(Stored entries)
Segment Open

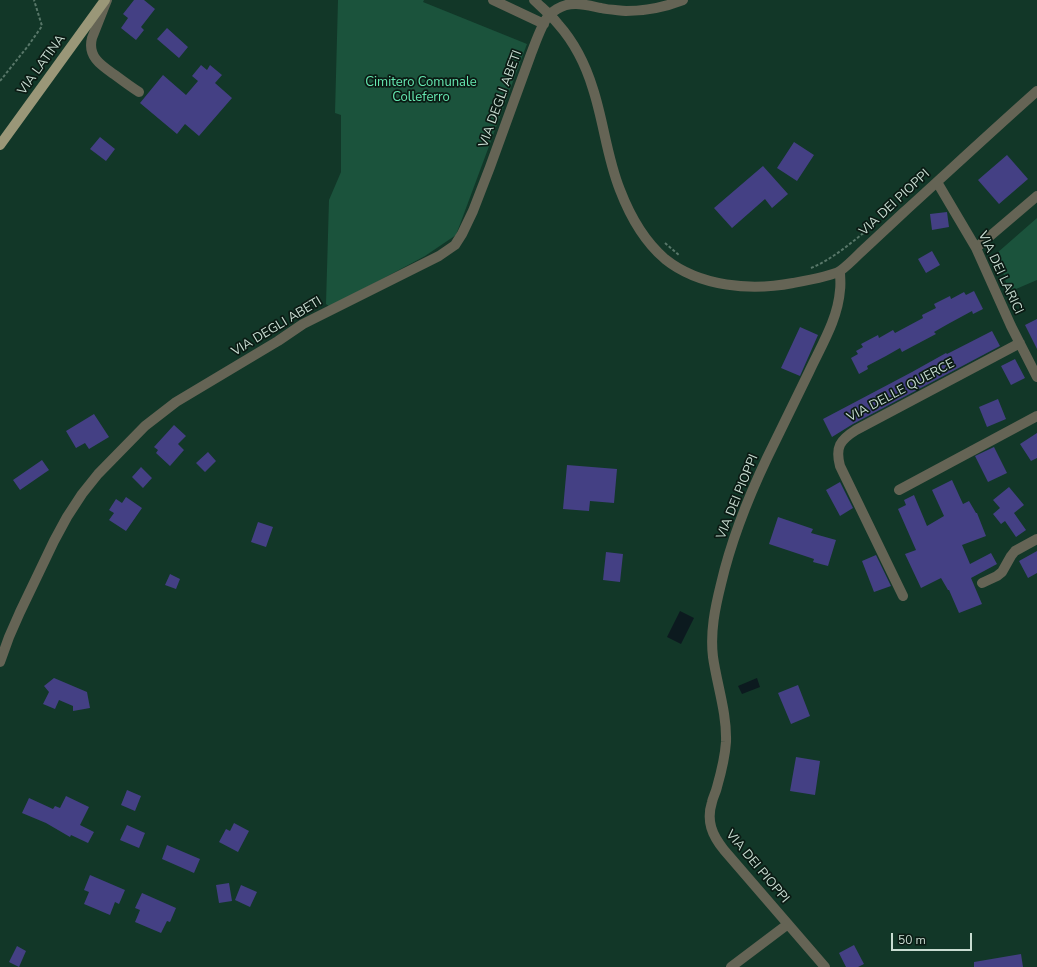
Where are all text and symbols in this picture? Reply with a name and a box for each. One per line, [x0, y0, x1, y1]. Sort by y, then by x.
street label: VIA LATINA [15, 32, 69, 98]
street label: VIA DEGLI ABETI [476, 48, 526, 150]
park label: Cimitero Comunale Colleferro [365, 75, 477, 106]
street label: VIA DEI PIOPPI [857, 166, 933, 240]
street label: VIA DEI LARICI [974, 229, 1026, 317]
street label: VIA DEGLI ABETI [229, 294, 325, 360]
street label: VIA DELLE QUERCE [845, 356, 957, 426]
street label: VIA DEI PIOPPI [714, 452, 762, 542]
street label: VIA DEI PIOPPI [722, 827, 792, 907]
scale bar [893, 925, 974, 951]
text: 50 m [898, 932, 926, 948]

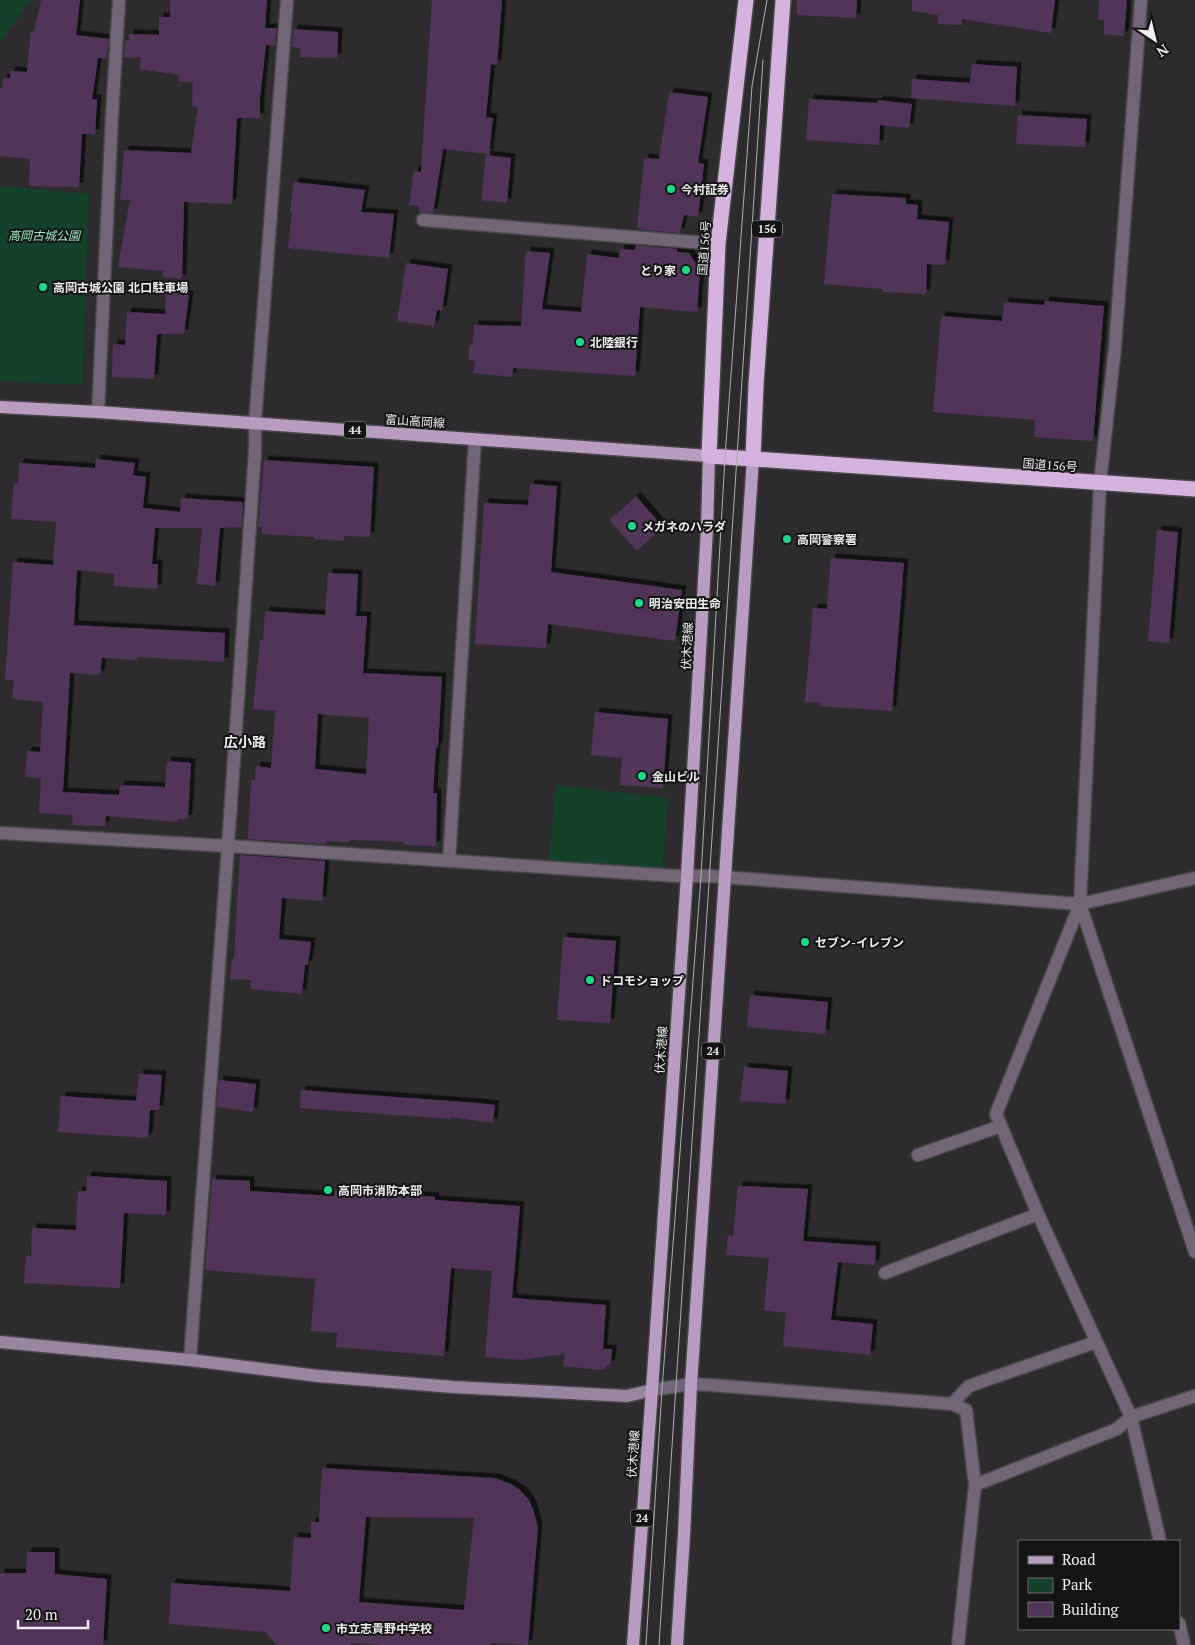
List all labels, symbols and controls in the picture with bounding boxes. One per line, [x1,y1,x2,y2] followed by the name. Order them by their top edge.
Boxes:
[1130,15,1180,65] north arrow
[1153,40,1173,62] text: N
[681,182,729,197] place label: 今村証券
[665,183,677,195] marker: 今村証券
[695,220,713,276] street label: 国道156号
[752,220,782,238] road number: 156
[8,228,82,243] park label: 高岡古城公園
[640,263,676,278] place label: とり家
[680,264,692,276] marker: とり家
[53,280,188,295] place label: 高岡古城公園 北口駐車場
[37,281,49,293] marker: 高岡古城公園 北口駐車場
[590,335,638,350] place label: 北陸銀行
[574,336,586,348] marker: 北陸銀行
[385,411,445,431] street label: 富山高岡線
[344,422,366,438] road number: 44
[1022,456,1078,474] street label: 国道156号
[642,519,726,534] place label: メガネのハラダ
[626,520,638,532] marker: メガネのハラダ
[797,532,857,547] place label: 高岡警察署
[781,533,793,545] marker: 高岡警察署
[649,596,721,611] place label: 明治安田生命
[633,597,645,609] marker: 明治安田生命
[678,622,696,670] street label: 伏木港線
[224,732,266,751] district label: 広小路
[652,769,700,784] place label: 金山ビル
[636,770,648,782] marker: 金山ビル
[815,935,904,950] place label: セブン-イレブン
[799,936,811,948] marker: セブン-イレブン
[600,973,684,988] place label: ドコモショップ
[584,974,596,986] marker: ドコモショップ
[652,1026,670,1074] street label: 伏木港線
[702,1042,724,1060] road number: 24
[338,1183,422,1198] place label: 高岡市消防本部
[322,1184,334,1196] marker: 高岡市消防本部
[624,1430,642,1478] street label: 伏木港線
[631,1510,653,1526] road number: 24
[1018,1540,1180,1630] legend
[1062,1549,1095,1569] text: Road
[1062,1574,1092,1594] text: Park
[18,1598,88,1630] scale bar
[1062,1599,1120,1619] text: Building
[25,1604,58,1624] text: 20 m
[336,1621,432,1636] place label: 市立志貴野中学校
[320,1622,332,1634] marker: 市立志貴野中学校

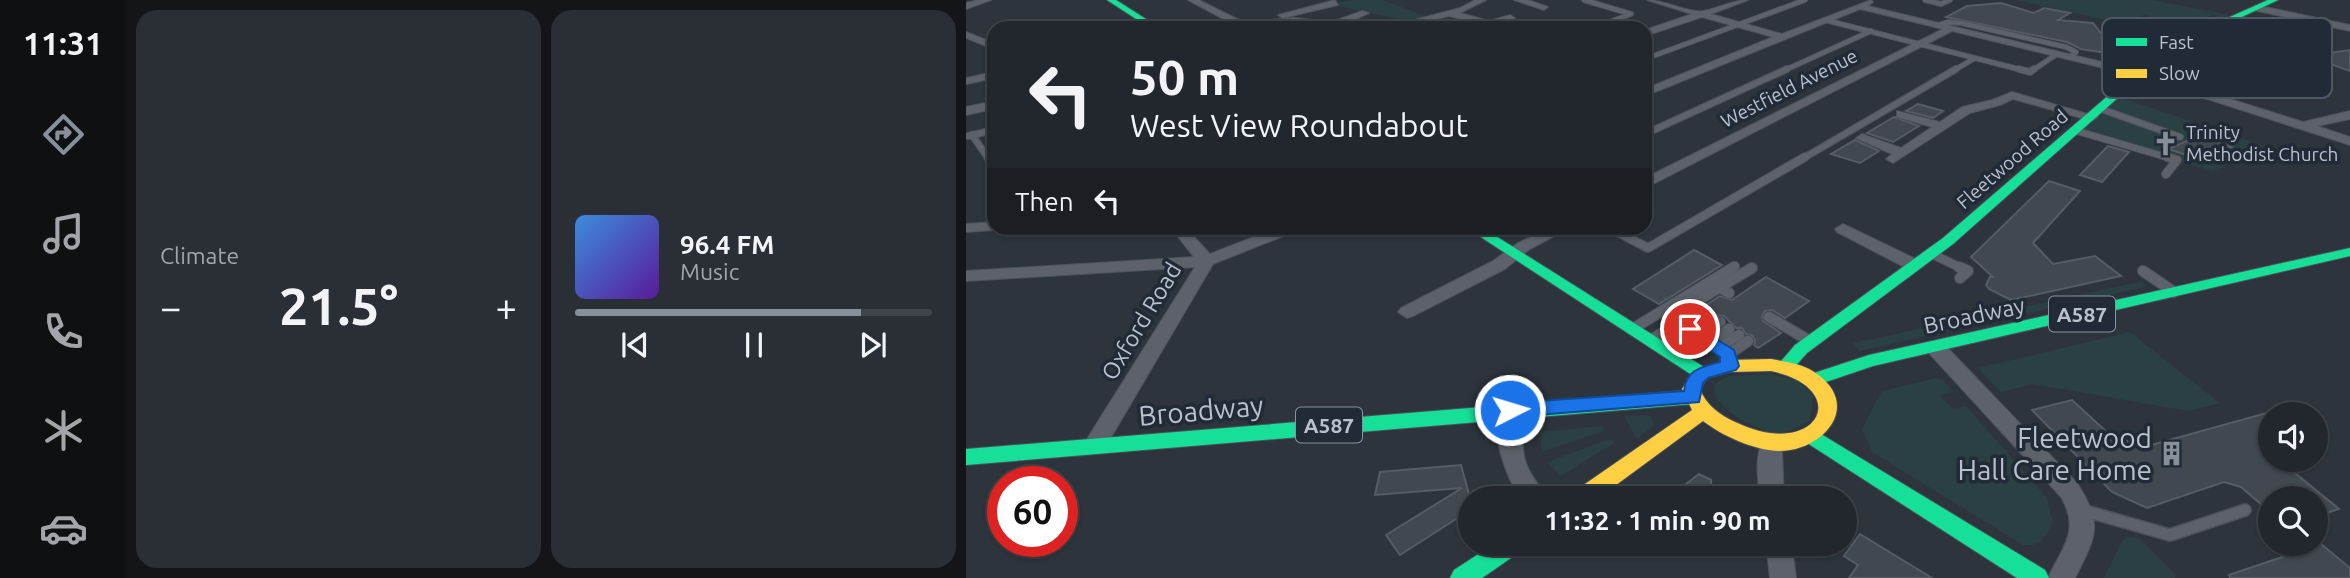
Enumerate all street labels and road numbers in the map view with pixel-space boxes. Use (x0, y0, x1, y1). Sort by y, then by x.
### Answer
street label: Westfield Avenue (1717, 44, 1861, 132)
street label: Fleetwood Road (1952, 105, 2072, 213)
street label: Oxford Road (1096, 258, 1186, 384)
street label: Broadway (1921, 292, 2027, 338)
road number: A587 (2049, 296, 2115, 332)
street label: Broadway (1137, 389, 1265, 431)
road number: A587 (1296, 408, 1362, 442)

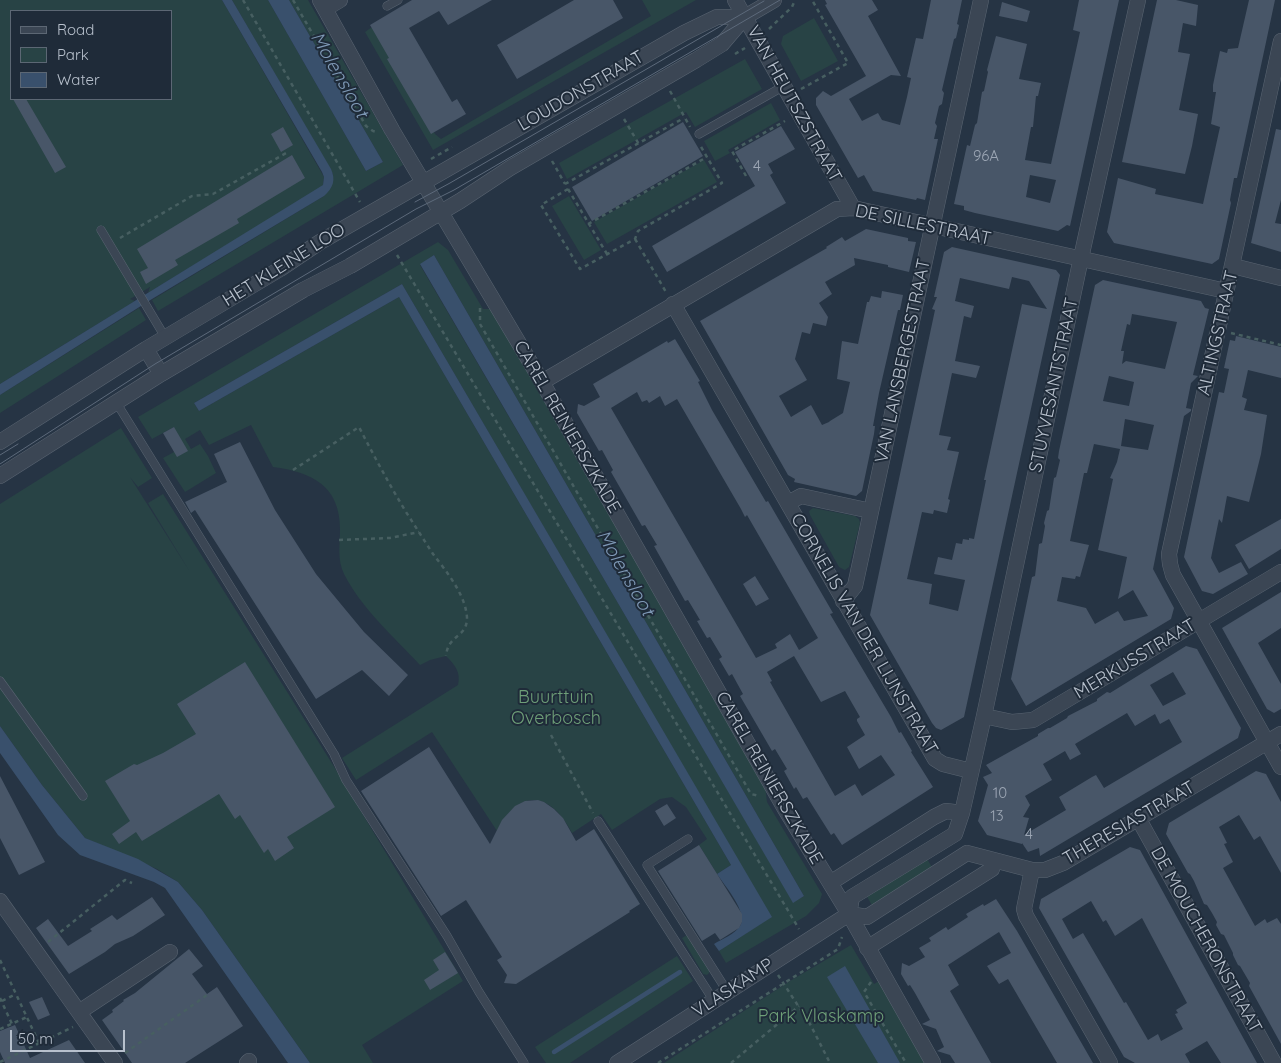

Segment Closed

Your assignment –
Those lines above that contain the string "labels" should be returned.

Written response –
List all labels, symbols and controls in the picture with bounding boxes. One per line, [x1,y1,x2,y2] followed by the name. Order them by their top edge.
Enumerate all street labels and road numbers in the map view with pixel-space boxes. Use (x0, y0, x1, y1). Sort by y, then by x.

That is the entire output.